What you should do →
Please state the number of lines in the listing that contain the word "labels", and nothing else.

..............................

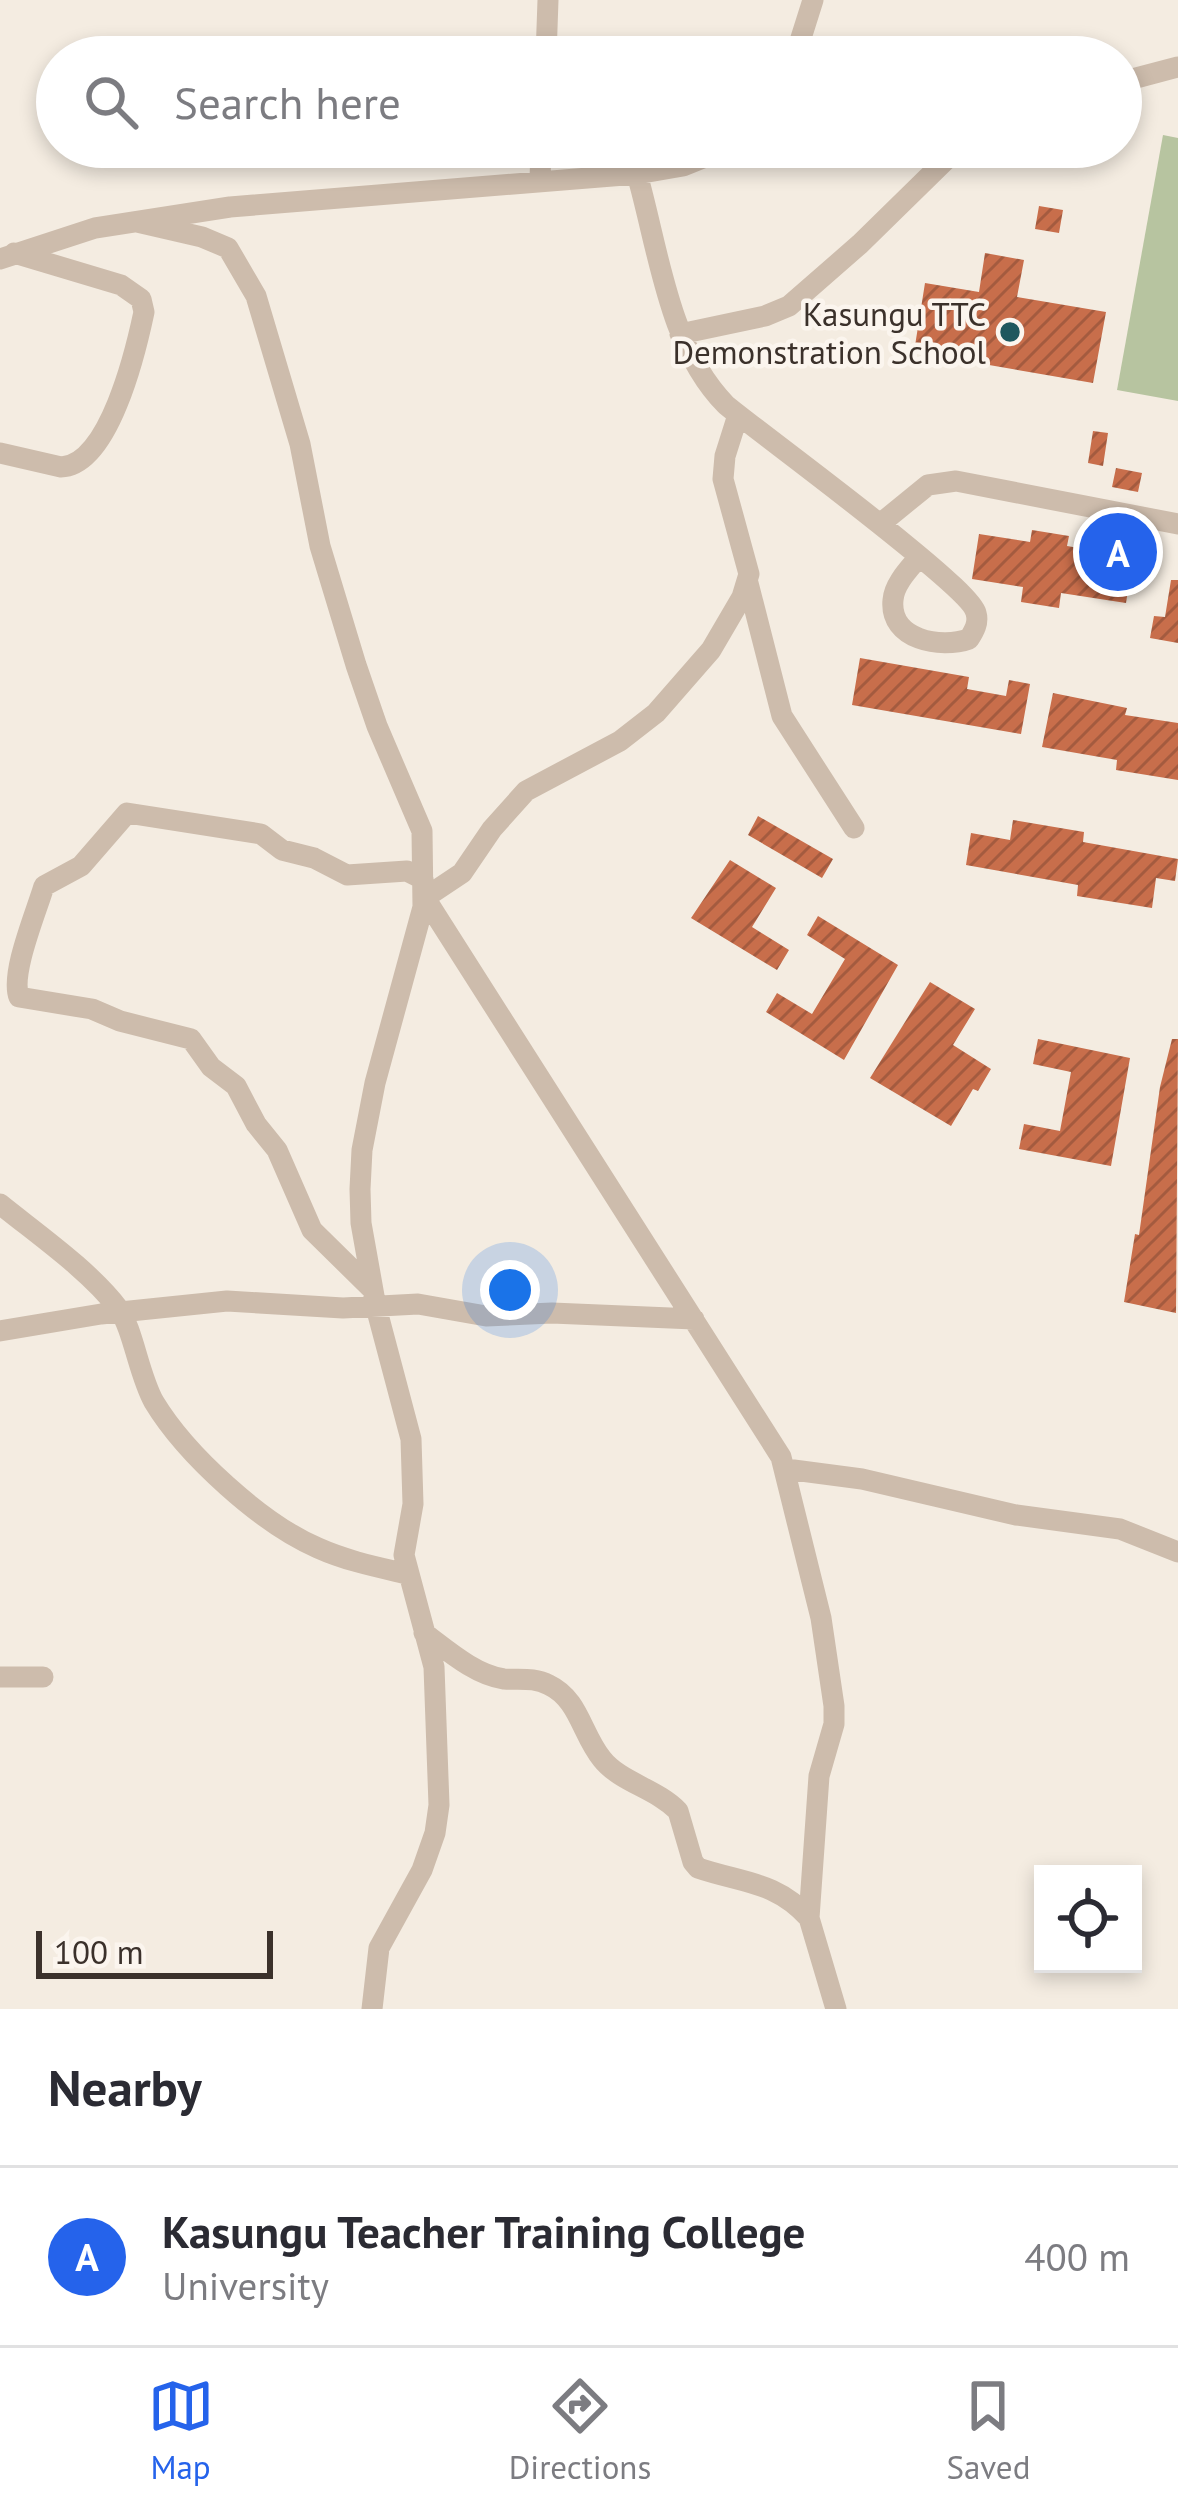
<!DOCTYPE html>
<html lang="en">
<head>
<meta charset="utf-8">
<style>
	body { margin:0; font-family:"PT Sans",sans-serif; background:#f7f7f7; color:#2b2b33 }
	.controls { position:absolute; right:36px; bottom:36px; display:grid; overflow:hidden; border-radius:0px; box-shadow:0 6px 18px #0003 }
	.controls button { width:108px; height:108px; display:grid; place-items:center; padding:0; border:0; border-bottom:3px solid #e1e1e2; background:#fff; color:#2b2b33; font:60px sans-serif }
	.scale { position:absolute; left:36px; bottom:30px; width:237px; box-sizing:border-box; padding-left:12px; border:6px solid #3b312b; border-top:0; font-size:33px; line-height:42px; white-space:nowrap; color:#3b312b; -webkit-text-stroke:9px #fbf5ee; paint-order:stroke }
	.you { position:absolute; left:510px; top:1290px; width:42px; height:42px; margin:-30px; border:9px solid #fff; border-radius:50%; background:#1a73e8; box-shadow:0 0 0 18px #1a73e833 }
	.badge { display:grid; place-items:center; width:78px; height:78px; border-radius:50%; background:#2563eb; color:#fff; font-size:39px; font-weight:700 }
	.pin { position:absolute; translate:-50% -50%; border:6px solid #fff; box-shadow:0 3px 12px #0006 }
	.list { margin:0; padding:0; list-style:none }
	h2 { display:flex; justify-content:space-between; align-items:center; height:156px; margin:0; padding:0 48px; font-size:51px }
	h2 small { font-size:39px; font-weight:400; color:#7c7c81 }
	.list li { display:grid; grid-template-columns:78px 1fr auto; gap:36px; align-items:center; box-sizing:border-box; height:180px; padding:0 48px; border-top:3px solid #e1e1e2 }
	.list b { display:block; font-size:45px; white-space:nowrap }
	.list p { margin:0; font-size:39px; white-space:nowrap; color:#7c7c81 }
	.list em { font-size:39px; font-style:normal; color:#7c7c81 }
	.icon { flex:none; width:66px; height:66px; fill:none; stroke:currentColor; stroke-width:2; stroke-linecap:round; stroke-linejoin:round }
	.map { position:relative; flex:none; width:1178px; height:2009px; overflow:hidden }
	.search { position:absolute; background:#fff; box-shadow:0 6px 18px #0003; left:36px; right:36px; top:36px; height:132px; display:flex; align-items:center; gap:30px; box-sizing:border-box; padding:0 42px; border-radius:66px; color:#7c7c81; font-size:45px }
	.sheet { height:336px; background:#fff }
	nav { display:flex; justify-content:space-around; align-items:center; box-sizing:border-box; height:168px; border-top:3px solid #e1e1e2; background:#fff; font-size:33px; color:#7c7c81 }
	nav a { display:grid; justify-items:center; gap:6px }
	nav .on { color:#2563eb }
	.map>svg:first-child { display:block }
	.grass { fill:#b7c4a0 }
	.building { fill:url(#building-hatch) }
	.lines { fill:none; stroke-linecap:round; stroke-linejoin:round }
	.minor { stroke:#cdbcac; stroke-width:21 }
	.poi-dot { fill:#1f585e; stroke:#fbf5ee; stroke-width:4.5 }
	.labels { text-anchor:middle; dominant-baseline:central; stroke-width:9; stroke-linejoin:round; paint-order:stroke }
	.poi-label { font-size:33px; fill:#3b312b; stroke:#fbf5ee; text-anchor:end }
</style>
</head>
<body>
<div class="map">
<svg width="1178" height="2009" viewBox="0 0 1178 2009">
	<defs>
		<pattern id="building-hatch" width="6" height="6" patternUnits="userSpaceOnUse" patternTransform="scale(3)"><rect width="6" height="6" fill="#c86e4b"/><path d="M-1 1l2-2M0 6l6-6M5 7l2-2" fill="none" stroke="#a45b3f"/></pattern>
	</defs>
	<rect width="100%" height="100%" fill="#f4ece1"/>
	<!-- grass -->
	<path class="grass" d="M1163 135 1178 138V401L1117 390Z"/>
	<!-- building -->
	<path class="building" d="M1039 206 1063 210 1059 233 1035 229Z
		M985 253 1024 260 1017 297 1106 312 1093 383 914 352 925 283 979 292Z
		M1093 431 1108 433 1103 466 1088 463Z
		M1116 468 1142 473 1138 492 1112 487Z
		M1032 530 1069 536 1067 546 1133 557 1126 603 1061 593 1059 608 1021 602 1023 587 972 579 979 534 1030 542Z
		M1171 580H1178V643L1150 638 1154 616 1165 617Z
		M860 658 969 677 967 689 1006 696 1009 680 1030 684 1021 734 852 705Z
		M1053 693 1127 708 1125 715 1178 723V780L1116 770 1117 760 1042 747Z
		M758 816 833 859 822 878 748 835Z
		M1013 820 1084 832 1083 842 1178 859 1175 881 1156 878 1152 908 1077 896 1078 885 966 865 971 833 1010 840Z
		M730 860 776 888 752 927 789 950 777 970 691 918Z
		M818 916 898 965 844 1060 766 1012 777 993 812 1014 845 959 807 935Z
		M930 982 975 1009 953 1045 991 1069 978 1091 973 1089 951 1126 870 1078Z
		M1038 1039 1130 1058 1111 1166 1019 1149 1024 1124 1060 1131 1071 1072 1033 1064Z
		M1172 1039H1178L1176 1313 1124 1302 1135 1234 1139 1235 1160 1087Z"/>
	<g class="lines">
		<!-- minor -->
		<path class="minor" d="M546 57 548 0
			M795 57 813 0
			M1121 82 1178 67
			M637 174C659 251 668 346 726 405 762 435 970 586 976 613 979 623 974 631 969 639 941 649 889 640 893 600 894 584 909 569 919 557
			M540 180 541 147
			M137 222 202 237 228 248 256 296 300 444 320 546 356 665 377 726 422 831 423 907 375 1083 362 1150 360 1189 361 1223 376 1307 411 1439 413 1504 404 1555 434 1667 439 1805 435 1833 422 1870 379 1948 372 2009
			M0 259 95 228 230 207 637 174 683 166 730 147
			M680 334 765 316 789 306 860 244 959 147
			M0 453 61 467C109 466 136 350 144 312L141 299 121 285 14 253
			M880 524 928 485 956 481 1178 524
			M748 583 782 716 854 828
			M425 898 781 1457 821 1618 834 1706V1724L819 1776 809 1918 836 2009
			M423 899 462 873 492 829 526 791 620 741 656 713 711 650 742 597 749 574 723 479 725 456 738 415
			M0 1204C37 1234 89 1270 118 1308 133 1328 139 1376 154 1402 186 1455 262 1524 318 1548 347 1561 377 1567 407 1574
			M373 1290 312 1230 277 1150 256 1124 236 1086 211 1067 191 1039 120 1021 92 1009 19 997C10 974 36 913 44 886L81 866 127 813 261 834 282 850 314 858 347 875 407 871 423 879
			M0 1331 101 1314 227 1301 343 1308 418 1304 486 1316 552 1313 694 1319
			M786 1469 862 1479 1016 1515 1120 1529 1178 1552
			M424 1633C447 1650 475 1675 504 1679 520 1680 534 1677 549 1685 579 1699 582 1735 602 1759 620 1782 657 1789 678 1811L693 1862 698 1868C742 1883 776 1881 809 1918
			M0 1677H43"/>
	</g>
	<!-- markers -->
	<circle class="poi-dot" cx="1010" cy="332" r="12"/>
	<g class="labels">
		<!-- poi labels -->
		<g class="poi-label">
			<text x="986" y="313">Kasungu TTC<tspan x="986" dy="38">Demonstration School</tspan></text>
		</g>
	</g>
</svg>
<div class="controls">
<button><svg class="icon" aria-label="locate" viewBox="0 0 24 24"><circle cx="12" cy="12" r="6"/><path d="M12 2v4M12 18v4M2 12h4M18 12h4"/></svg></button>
</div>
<div class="scale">100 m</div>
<div class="you"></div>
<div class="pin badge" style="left:1118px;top:552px">A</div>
<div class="search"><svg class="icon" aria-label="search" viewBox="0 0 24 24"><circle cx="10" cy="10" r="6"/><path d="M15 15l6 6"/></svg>Search here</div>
</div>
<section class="sheet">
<h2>Nearby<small></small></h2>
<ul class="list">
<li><span class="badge">A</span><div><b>Kasungu Teacher Training College</b><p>University</p></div><em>400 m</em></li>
</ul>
</section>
<nav>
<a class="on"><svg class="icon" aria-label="map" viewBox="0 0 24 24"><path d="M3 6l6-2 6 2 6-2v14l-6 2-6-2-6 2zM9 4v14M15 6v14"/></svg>Map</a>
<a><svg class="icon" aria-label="directions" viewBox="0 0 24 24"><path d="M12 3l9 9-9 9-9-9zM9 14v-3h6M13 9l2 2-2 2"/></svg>Directions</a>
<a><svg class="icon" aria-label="saved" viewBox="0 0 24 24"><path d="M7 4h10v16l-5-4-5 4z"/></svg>Saved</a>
</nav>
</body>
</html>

..............................

Answer to this exercise →
3